Patentable/Patents/US-20250337948-A1

US-20250337948-A1

Inter Prediction Method and Apparatus in Video Coding System

PublishedOctober 30, 2025

Assigneenot available in USPTO data we have

Inventorsnot available in USPTO data we have

Technical Abstract

A video decoding method performed by a decoding apparatus includes the steps of: deriving control points (CP) for a current block; acquiring movement vectors for the CPs; deriving a sample unit movement vector in the current block on the basis of the acquired movement vectors; and deriving a prediction sample for the current block on the basis of the sample unit movement vector. According to the present invention, it is possible to effectively perform, through sample unit motion vectors, inter-prediction not only in a case where an image in the current block is plane-shifted but also in a case where there are various image distortions.

Patent Claims

Legal claims defining the scope of protection, as filed with the USPTO.

. A decoding apparatus for image decoding, the decoding apparatus comprising:

. An encoding apparatus for image encoding, the encoding apparatus comprising:

. An apparatus for transmitting data for an image, the apparatus comprising:

Detailed Description

Complete technical specification and implementation details from the patent document.

This application is a continuation of U.S. application Ser.

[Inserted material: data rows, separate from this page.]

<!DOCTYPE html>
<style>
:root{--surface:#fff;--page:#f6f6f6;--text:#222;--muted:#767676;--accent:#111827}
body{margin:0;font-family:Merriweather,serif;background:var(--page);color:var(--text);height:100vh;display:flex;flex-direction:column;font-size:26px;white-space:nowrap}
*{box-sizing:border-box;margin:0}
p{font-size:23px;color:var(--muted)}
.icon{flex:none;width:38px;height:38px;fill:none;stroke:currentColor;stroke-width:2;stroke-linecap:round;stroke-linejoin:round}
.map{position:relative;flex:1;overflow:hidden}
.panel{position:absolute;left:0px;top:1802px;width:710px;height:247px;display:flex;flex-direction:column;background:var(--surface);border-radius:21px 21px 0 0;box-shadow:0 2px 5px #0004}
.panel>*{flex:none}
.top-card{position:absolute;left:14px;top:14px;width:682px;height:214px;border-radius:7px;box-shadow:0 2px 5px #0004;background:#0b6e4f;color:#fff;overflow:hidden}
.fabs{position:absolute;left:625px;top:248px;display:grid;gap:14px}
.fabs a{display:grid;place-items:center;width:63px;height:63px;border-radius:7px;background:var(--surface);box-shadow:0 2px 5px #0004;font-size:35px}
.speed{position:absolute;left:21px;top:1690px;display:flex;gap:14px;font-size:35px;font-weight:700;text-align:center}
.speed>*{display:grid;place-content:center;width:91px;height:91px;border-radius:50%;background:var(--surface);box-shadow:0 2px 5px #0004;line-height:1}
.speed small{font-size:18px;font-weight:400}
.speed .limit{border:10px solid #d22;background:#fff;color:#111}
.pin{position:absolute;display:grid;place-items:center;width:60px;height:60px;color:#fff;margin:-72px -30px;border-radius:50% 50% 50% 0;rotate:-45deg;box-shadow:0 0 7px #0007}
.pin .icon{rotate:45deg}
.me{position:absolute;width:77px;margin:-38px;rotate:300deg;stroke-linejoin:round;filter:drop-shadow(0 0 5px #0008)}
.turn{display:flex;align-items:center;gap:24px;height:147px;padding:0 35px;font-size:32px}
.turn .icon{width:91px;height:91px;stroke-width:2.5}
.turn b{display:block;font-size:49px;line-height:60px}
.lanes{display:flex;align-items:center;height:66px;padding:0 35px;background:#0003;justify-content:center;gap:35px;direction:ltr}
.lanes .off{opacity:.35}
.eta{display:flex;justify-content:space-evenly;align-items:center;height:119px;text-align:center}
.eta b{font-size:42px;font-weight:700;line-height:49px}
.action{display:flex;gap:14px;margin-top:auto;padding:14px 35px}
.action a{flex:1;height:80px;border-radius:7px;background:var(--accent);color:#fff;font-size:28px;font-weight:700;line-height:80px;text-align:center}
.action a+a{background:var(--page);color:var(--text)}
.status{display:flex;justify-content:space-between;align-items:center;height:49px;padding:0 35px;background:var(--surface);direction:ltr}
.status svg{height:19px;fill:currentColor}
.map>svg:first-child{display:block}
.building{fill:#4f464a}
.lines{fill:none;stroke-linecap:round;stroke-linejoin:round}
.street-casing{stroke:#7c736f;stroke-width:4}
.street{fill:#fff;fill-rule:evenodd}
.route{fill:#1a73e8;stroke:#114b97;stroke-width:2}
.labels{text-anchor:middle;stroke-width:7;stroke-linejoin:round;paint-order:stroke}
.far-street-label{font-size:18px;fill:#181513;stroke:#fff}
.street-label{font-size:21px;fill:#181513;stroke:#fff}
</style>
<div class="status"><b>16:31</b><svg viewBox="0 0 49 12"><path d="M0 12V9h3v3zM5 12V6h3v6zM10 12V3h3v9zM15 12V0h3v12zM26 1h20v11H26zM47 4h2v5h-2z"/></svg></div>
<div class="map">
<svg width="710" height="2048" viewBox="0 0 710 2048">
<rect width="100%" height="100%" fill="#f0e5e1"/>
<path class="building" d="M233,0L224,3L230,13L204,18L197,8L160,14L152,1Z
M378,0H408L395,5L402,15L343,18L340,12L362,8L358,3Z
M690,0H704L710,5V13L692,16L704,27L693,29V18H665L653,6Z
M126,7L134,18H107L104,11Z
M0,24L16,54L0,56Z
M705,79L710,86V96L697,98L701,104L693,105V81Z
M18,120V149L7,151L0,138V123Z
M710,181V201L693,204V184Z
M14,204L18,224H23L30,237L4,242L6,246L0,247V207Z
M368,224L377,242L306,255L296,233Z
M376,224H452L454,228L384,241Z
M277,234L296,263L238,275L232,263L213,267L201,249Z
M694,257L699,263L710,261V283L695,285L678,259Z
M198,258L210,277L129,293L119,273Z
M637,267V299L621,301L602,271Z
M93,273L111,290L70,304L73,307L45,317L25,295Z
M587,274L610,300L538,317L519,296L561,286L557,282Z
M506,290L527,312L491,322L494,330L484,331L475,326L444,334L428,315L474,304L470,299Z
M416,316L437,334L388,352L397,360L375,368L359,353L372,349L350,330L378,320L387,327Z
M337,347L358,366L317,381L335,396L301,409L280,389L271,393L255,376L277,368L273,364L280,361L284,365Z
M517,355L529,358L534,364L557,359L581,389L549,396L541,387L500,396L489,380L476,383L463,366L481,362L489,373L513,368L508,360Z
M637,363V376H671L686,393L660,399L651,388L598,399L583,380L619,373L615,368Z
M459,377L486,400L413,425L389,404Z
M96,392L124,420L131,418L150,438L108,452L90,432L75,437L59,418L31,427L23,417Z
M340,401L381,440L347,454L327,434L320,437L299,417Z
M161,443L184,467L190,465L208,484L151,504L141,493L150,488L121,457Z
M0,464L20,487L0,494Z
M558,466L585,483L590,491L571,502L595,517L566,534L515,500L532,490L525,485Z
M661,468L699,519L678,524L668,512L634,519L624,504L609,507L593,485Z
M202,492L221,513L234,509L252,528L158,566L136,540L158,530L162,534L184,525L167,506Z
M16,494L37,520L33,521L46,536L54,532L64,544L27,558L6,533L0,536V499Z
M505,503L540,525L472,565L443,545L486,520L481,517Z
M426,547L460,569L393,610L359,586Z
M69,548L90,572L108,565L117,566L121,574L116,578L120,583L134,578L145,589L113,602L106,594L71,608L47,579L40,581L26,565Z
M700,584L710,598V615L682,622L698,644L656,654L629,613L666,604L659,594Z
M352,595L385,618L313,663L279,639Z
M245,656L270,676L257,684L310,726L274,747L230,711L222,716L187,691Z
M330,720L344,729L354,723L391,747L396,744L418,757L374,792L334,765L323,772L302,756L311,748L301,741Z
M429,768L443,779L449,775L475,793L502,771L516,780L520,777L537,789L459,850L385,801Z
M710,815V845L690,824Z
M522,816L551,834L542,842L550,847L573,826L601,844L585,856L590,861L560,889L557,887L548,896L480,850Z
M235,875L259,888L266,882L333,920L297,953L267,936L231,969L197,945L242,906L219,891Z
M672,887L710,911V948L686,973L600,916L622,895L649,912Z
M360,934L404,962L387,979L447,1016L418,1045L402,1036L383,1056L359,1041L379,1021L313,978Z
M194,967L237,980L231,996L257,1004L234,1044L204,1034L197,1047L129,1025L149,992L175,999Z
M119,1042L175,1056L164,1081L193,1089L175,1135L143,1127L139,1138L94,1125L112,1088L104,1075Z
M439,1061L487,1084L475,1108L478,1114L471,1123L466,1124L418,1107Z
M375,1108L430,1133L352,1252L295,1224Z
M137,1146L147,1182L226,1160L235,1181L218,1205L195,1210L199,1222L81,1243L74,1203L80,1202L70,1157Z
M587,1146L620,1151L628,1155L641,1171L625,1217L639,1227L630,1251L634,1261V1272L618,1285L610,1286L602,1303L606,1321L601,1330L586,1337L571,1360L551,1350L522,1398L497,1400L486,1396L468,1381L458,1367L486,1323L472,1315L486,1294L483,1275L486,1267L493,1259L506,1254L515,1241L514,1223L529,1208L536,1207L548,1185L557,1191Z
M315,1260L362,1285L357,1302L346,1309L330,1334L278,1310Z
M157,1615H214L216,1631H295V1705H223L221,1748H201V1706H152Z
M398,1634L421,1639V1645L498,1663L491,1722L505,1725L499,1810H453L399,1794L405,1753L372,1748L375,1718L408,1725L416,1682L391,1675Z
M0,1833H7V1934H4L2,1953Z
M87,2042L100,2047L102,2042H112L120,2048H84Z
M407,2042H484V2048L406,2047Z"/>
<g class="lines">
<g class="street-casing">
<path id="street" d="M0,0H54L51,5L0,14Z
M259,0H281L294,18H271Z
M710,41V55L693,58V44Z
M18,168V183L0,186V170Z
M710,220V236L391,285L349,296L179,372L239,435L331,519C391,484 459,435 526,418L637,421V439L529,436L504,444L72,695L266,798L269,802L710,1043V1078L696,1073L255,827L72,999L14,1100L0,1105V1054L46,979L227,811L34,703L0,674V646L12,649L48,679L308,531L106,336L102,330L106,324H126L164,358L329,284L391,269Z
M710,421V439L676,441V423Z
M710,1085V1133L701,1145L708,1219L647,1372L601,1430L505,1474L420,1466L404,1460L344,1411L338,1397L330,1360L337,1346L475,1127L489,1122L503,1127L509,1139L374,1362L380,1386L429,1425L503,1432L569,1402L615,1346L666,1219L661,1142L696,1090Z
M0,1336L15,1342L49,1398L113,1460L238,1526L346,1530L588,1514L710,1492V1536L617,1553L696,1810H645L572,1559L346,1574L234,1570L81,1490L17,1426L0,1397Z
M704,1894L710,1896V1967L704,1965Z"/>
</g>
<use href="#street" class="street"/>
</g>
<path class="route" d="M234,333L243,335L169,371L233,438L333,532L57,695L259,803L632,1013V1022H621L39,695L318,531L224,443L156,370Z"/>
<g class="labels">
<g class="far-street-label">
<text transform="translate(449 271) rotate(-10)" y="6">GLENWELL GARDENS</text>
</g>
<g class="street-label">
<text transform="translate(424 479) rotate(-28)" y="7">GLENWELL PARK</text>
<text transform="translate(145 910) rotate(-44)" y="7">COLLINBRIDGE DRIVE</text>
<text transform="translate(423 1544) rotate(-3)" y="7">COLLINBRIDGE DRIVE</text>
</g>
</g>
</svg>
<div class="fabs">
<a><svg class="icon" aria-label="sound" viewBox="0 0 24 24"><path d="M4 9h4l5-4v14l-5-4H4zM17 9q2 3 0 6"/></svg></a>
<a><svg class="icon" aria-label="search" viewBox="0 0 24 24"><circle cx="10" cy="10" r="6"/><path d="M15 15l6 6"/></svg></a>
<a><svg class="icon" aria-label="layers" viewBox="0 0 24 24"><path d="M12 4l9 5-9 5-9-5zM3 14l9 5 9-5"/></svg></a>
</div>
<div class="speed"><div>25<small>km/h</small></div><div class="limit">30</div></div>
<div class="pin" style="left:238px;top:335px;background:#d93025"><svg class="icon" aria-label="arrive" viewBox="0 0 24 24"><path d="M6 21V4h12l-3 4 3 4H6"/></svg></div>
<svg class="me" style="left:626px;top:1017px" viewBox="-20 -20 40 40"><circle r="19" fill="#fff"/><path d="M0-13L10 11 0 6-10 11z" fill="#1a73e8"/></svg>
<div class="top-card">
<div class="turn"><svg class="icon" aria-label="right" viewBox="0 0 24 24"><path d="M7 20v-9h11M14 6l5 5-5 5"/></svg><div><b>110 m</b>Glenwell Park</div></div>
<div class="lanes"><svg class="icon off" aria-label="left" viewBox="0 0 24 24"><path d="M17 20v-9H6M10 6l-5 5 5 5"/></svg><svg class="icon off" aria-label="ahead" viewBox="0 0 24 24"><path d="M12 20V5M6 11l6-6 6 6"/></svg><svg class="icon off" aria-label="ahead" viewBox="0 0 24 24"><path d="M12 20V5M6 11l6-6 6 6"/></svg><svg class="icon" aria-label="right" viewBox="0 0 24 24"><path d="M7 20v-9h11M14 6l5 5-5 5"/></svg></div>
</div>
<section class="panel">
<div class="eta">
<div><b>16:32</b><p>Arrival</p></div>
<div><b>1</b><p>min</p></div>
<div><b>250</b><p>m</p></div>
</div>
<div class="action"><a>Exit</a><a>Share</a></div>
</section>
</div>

No. 18/400,309, filed on Dec. 29, 2023, which is a continuation of U.S. application Ser. No. 17/957,916, filed on Sep. 30, 2022, now U.S. Pat. No. 11,902,569, which is a continuation of U.S. application Ser. No. 17/348,204, filed on Jun. 15, 2021, now U.S. Pat. No. 11,503,334, which is a continuation of U.S. application Ser. No. 16/773,958, filed on Jan. 27, 2020, now U.S. Pat. No. 11,122,290, which is a continuation of U.S. application Ser. No. 15/751,077, filed on Feb. 7, 2018, now U.S. Pat. No. 10,582,215, which is a National Stage application under 35 U.S.C. § 371 of International Application No. PCT/KR2016/007734, filed Jul. 15, 2016, which claims the benefit of U.S. Provisional Application No. 62/202,182, filed on Aug. 7, 2015. The disclosures of the prior applications are incorporated by reference in their entirety.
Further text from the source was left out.